What is required: With no words added or dropped, transcribe the listing that follows.

──────── Listed records

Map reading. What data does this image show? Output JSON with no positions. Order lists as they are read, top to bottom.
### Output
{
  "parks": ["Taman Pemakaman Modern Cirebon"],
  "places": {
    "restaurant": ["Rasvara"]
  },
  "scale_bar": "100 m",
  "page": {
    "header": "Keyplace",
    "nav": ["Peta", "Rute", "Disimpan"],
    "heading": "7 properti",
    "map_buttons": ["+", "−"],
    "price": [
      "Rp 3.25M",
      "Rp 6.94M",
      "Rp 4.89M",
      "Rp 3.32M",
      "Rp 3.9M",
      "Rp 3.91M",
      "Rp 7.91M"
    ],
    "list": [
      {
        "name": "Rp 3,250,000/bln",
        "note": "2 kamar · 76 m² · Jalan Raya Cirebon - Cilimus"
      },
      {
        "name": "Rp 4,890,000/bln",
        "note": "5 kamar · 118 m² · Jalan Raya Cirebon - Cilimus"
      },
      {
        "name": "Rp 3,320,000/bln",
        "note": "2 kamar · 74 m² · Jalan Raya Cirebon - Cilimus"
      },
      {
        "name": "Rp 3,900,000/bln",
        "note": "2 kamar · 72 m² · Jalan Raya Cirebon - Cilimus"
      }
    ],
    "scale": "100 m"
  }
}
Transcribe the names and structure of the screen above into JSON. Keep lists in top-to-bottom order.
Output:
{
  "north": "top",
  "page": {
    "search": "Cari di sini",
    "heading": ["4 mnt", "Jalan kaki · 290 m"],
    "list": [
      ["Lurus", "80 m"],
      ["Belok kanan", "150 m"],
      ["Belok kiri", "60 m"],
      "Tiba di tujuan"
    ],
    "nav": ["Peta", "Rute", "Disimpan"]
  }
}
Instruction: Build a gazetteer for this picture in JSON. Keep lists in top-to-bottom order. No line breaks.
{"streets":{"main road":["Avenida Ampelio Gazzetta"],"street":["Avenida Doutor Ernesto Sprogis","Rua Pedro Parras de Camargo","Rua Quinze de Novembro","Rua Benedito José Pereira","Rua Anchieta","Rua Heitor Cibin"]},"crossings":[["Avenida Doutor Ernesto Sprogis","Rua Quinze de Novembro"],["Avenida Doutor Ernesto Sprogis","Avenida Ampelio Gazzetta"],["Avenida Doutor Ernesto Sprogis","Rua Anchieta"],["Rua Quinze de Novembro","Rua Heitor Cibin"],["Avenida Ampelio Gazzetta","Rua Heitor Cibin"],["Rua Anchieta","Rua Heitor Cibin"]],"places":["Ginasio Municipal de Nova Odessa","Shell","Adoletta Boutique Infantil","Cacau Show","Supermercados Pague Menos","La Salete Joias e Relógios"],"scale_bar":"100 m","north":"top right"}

────────────────

Expected answer:
Map reading. What data does this image show? Output JSON with no positions. Order lists as they are read, top to bottom.
### Output
{
  "parks": ["Taman Pemakaman Modern Cirebon"],
  "places": {
    "restaurant": ["Rasvara"]
  },
  "scale_bar": "100 m",
  "page": {
    "header": "Keyplace",
    "nav": ["Peta", "Rute", "Disimpan"],
    "heading": "7 properti",
    "map_buttons": ["+", "−"],
    "price": [
      "Rp 3.25M",
      "Rp 6.94M",
      "Rp 4.89M",
      "Rp 3.32M",
      "Rp 3.9M",
      "Rp 3.91M",
      "Rp 7.91M"
    ],
    "list": [
      {
        "name": "Rp 3,250,000/bln",
        "note": "2 kamar · 76 m² · Jalan Raya Cirebon - Cilimus"
      },
      {
        "name": "Rp 4,890,000/bln",
        "note": "5 kamar · 118 m² · Jalan Raya Cirebon - Cilimus"
      },
      {
        "name": "Rp 3,320,000/bln",
        "note": "2 kamar · 74 m² · Jalan Raya Cirebon - Cilimus"
      },
      {
        "name": "Rp 3,900,000/bln",
        "note": "2 kamar · 72 m² · Jalan Raya Cirebon - Cilimus"
      }
    ],
    "scale": "100 m"
  }
}
Transcribe the names and structure of the screen above into JSON. Keep lists in top-to-bottom order.
Output:
{
  "north": "top",
  "page": {
    "search": "Cari di sini",
    "heading": ["4 mnt", "Jalan kaki · 290 m"],
    "list": [
      ["Lurus", "80 m"],
      ["Belok kanan", "150 m"],
      ["Belok kiri", "60 m"],
      "Tiba di tujuan"
    ],
    "nav": ["Peta", "Rute", "Disimpan"]
  }
}
Instruction: Build a gazetteer for this picture in JSON. Keep lists in top-to-bottom order. No line breaks.
{"streets":{"main road":["Avenida Ampelio Gazzetta"],"street":["Avenida Doutor Ernesto Sprogis","Rua Pedro Parras de Camargo","Rua Quinze de Novembro","Rua Benedito José Pereira","Rua Anchieta","Rua Heitor Cibin"]},"crossings":[["Avenida Doutor Ernesto Sprogis","Rua Quinze de Novembro"],["Avenida Doutor Ernesto Sprogis","Avenida Ampelio Gazzetta"],["Avenida Doutor Ernesto Sprogis","Rua Anchieta"],["Rua Quinze de Novembro","Rua Heitor Cibin"],["Avenida Ampelio Gazzetta","Rua Heitor Cibin"],["Rua Anchieta","Rua Heitor Cibin"]],"places":["Ginasio Municipal de Nova Odessa","Shell","Adoletta Boutique Infantil","Cacau Show","Supermercados Pague Menos","La Salete Joias e Relógios"],"scale_bar":"100 m","north":"top right"}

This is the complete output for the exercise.